Heatmaps and correlation matrices are powerful tools for visualizing data relationships and patterns. However, static heatmaps may not always capture the dynamic nature of data changes over time. Animating a heatmap or correlation matrix can provide deeper insights into how data evolves. This article will guide you through the process of creating an animated heatmap or correlation matrix using Python’s seaborn and matplotlib libraries.

Understanding Seaborn Heatmaps

Before diving into animation, let’s briefly review how to create a basic Seaborn heatmap. Seaborn’s heatmap() function takes a matrix of data as input and uses color to represent different levels of data magnitude. This allows us to quickly identify highly correlated or inversely correlated variables. The function supports various parameters to customize the heatmap, such as specifying the colormap (cmap), annotating cell values (annot), and setting the width of cell dividers (linewidths).

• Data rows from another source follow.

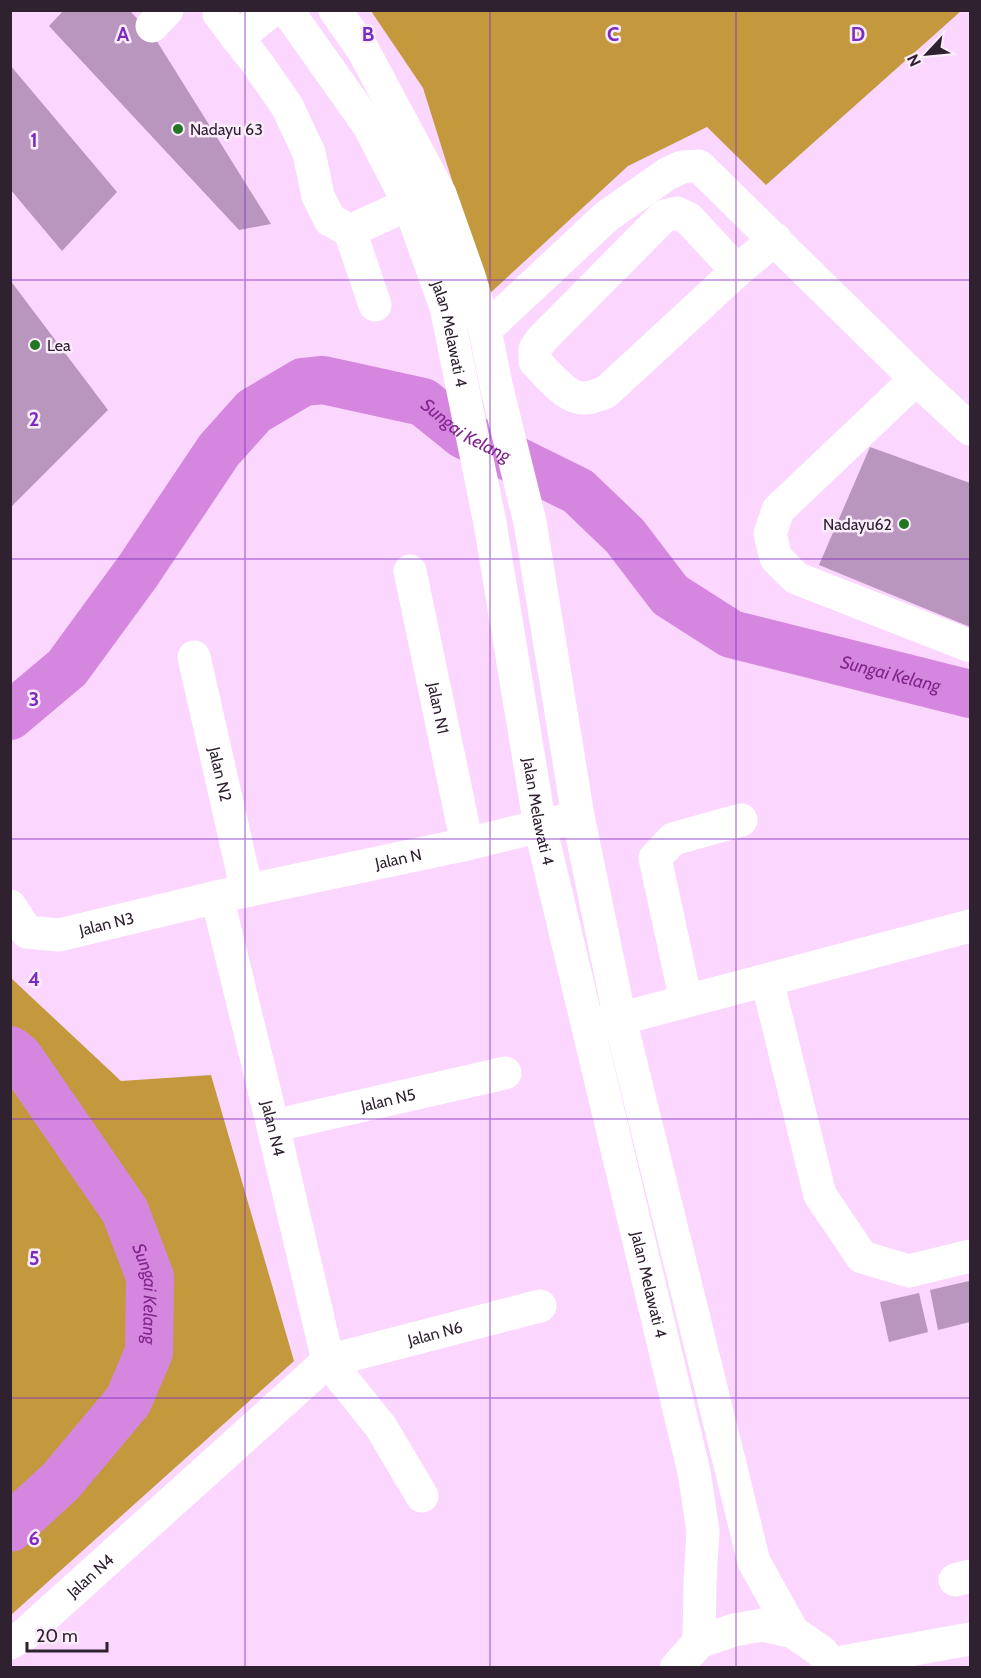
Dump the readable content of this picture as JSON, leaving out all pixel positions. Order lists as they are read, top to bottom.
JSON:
{
  "streets": {
    "street": [
      "Jalan Melawati 4",
      "Jalan N1",
      "Jalan N2",
      "Jalan N",
      "Jalan N3",
      "Jalan N5",
      "Jalan N4",
      "Jalan N6"
    ]
  },
  "crossings": [
    ["Jalan Melawati 4", "Jalan N"],
    ["Jalan N1", "Jalan N"],
    ["Jalan N2", "Jalan N"],
    ["Jalan N2", "Jalan N3"],
    ["Jalan N2", "Jalan N4"],
    ["Jalan N", "Jalan N3"],
    ["Jalan N", "Jalan N4"],
    ["Jalan N3", "Jalan N4"],
    ["Jalan N5", "Jalan N4"],
    ["Jalan N4", "Jalan N6"]
  ],
  "water": ["Sungai Kelang"],
  "places": ["Nadayu 63", "Lea", "Nadayu62"],
  "scale_bar": "20 m",
  "north": "bottom left",
  "grid": {
    "columns": [
      "A",
      "B",
      "C",
      "D"
    ],
    "rows": [
      "1",
      "2",
      "3",
      "4",
      "5",
      "6"
    ]
  }
}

Animate a Seaborn’s Heatmap: Practical Implementation

Preparing Data for Animation

To animate a heatmap, we need a series of data matrices that will be displayed sequentially. These matrices can be generated using various methods, such as:

  1. Random Data Generation: We can use NumPy’s random.rand() function to generate random matrices of a specified size.
  2. Iterating Over a List of Dataframes: If we have a list of dataframes, we can iterate over them and create a heatmap for each dataframe.

Creating the Animation

To create the animation, we will use matplotlib’s FuncAnimation() class. This class takes three main arguments:

  1. Figure: The figure on which the animation will be displayed.
  2. Animate Function: A function that will be called repeatedly to update the animation.
  3. Init Function: An optional function to initialize the animation.

Here is a basic example of how to create an animated heatmap using FuncAnimation():

Python
import numpy as np
import seaborn as sns
import matplotlib.pyplot as plt
from matplotlib import animation

dimension = (5, 5)
fig, ax = plt.subplots(figsize=(3, 3))  # Reduce the figure size

# Create the heatmap with initial data
data = np.random.rand(*dimension)
heatmap = sns.heatmap(data, ax=ax, vmax=.8, cbar=False, annot=True, fmt=".2f")

def init():
    data = np.zeros(dimension)
    ax.clear()
    sns.heatmap(data, ax=ax, vmax=.8, cbar=False, annot=True, fmt=".2f")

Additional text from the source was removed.